Categories of personal data, purposes and legal basis of the processing

Included among the Personal Data that the Bank processes, by way of example, are personal and contact details. Personal data are processed by the Bank in a lawful and fair way for the following purposes:

1. The sending of invitations and newsletters related to events scheduled at Gallerie d'Italia or other Intesa Sanpaolo cultural initiatives (service currently available only for the Gallerie d’Italia website and not for the app). The provision of personal data for this initial purpose is preliminary to the eventual choice to continue with the input of the data necessary to pursue additional purposes. Failure to provide personal data for this purpose will result in the impossibility of processing your requests. 

2. Legitimate interest of the Data Controller. The processing of your personal data may be necessary to pursue a legitimate interest of the Bank, i.e., to carry out fraud-prevention activities; to acquire images and videos relating to the video surveillance system for security purposes; and to pursue any further legitimate interests. In the latter case, the Bank may process your Personal Data only after having informed you and having ascertained that the pursuit of its legitimate interests or those of third parties does not compromise your fundamental rights and freedoms, and your consent is not required.

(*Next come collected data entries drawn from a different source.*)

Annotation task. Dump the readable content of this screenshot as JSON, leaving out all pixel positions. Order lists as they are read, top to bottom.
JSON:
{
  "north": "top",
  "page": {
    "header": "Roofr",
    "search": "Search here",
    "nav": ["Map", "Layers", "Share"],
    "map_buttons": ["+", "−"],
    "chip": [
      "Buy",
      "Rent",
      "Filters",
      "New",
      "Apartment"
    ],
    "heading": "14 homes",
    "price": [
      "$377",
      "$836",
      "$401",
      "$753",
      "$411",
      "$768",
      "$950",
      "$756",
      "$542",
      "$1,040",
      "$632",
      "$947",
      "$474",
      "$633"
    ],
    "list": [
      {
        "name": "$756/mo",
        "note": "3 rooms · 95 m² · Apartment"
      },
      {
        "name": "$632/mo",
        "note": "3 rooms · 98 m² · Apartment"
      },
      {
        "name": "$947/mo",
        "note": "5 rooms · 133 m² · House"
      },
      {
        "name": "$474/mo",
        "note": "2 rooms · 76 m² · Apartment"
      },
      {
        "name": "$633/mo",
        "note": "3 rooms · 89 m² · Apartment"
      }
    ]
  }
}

Categories of recipients to whom your personal data may be communicated

Within the Bank and the Intesa Sanpaolo Banking Group, only employees and external collaborators authorized to process your personal data, as well as structures that perform technical, support (IT services) and company control tasks on behalf of the Bank and Group, may have access to your personal data. For the pursuit of the above purposes, the Bank also needs to share your personal data with external subjects who either act as Data Processor or operate completely independently as separate Data Controllers. The list of these subjects, which is constantly updated, is available at the Bank’ branches.

Transfer of personal data to a third country or to an international organisation outside the European Union

Your Personal Data are processed by the Bank inside the European Union and are not disclosed. If necessary, for technical or operational reasons, the Bank reserves the right to transfer your Personal Data to countries outside the European Union for which there are “adequacy” decisions of the European Commission, or based on the appropriate safeguards or specific exemptions specified in the Regulation.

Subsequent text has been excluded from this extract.